New roses for Europe from China and America
The first four Chinese roses, known as “the progenitors” arrived in Europe between 1792 and 1824. They were shipped from China along with tea, leading many to believe that their scent derives from the leaves of the Camellia sinensis (tea plant) with which they shared the holds on the long journey west. America and Europe had two new rosarians: in Haiti, Philippe Noisette, brother of Louis, the empress’s nurseryman who transformed the island into a plantation of rice and indigofera, but never neglected roses or civil rights. When he died, Philippe asked for the emancipation of his Creole wife and children. In Europe, Lyon became the capital for roses, not just for silk, with the new creations of the lyonnais Ducher and Pernet-Ducher, Guillot – père et fils, Cochet and Cochet-Cochet. In Orléans the leading representatives of rose cultivation were: Mauget and Vilmorin, Albert Barbier and Eugène Turbat.

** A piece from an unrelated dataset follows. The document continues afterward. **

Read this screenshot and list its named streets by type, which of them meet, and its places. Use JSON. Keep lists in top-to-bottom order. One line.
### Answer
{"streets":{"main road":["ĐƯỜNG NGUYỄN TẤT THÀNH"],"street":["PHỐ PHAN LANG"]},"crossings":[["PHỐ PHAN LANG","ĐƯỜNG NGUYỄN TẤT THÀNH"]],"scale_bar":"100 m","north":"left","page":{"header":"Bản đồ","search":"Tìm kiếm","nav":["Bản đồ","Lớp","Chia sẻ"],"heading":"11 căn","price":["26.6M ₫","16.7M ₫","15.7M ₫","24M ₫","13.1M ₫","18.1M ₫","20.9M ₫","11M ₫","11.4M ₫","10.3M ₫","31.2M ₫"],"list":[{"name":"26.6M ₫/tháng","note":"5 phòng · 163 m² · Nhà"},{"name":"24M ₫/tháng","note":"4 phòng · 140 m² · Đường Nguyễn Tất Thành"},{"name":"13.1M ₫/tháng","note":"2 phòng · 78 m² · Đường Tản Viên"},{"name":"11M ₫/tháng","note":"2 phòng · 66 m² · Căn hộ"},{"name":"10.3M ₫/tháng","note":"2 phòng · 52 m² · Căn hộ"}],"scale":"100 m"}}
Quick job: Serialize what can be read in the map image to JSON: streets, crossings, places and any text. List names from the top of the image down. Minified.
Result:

The race for novelty: colour, scent, cut flowers
Now we come to the time of the great painters on the French Riviera, with Monet painting at all hours to capture the gradations of light; la Belle Epoque was a triumph of rose saplings, hybrid tea roses and climbers. The catalogues of Nabonnand, the official supplier of the European aristocracy, tell of roses in every possible shade of colour. The perfume industry was born, and Ernst Beaux’s fifth bottle became the famous Chanel No. 5.

Roses & surroundings
The first public gardens, the Roseraie de L’Haÿ and Bagatelle, were created, and there were competitions for the most beautiful flowers. Then came the art of artificial flowers: roses made of paper and porcelain, silk and elder pith invaded paintings and city streets, with fleuristes who soon set down the rules for the language of flowers.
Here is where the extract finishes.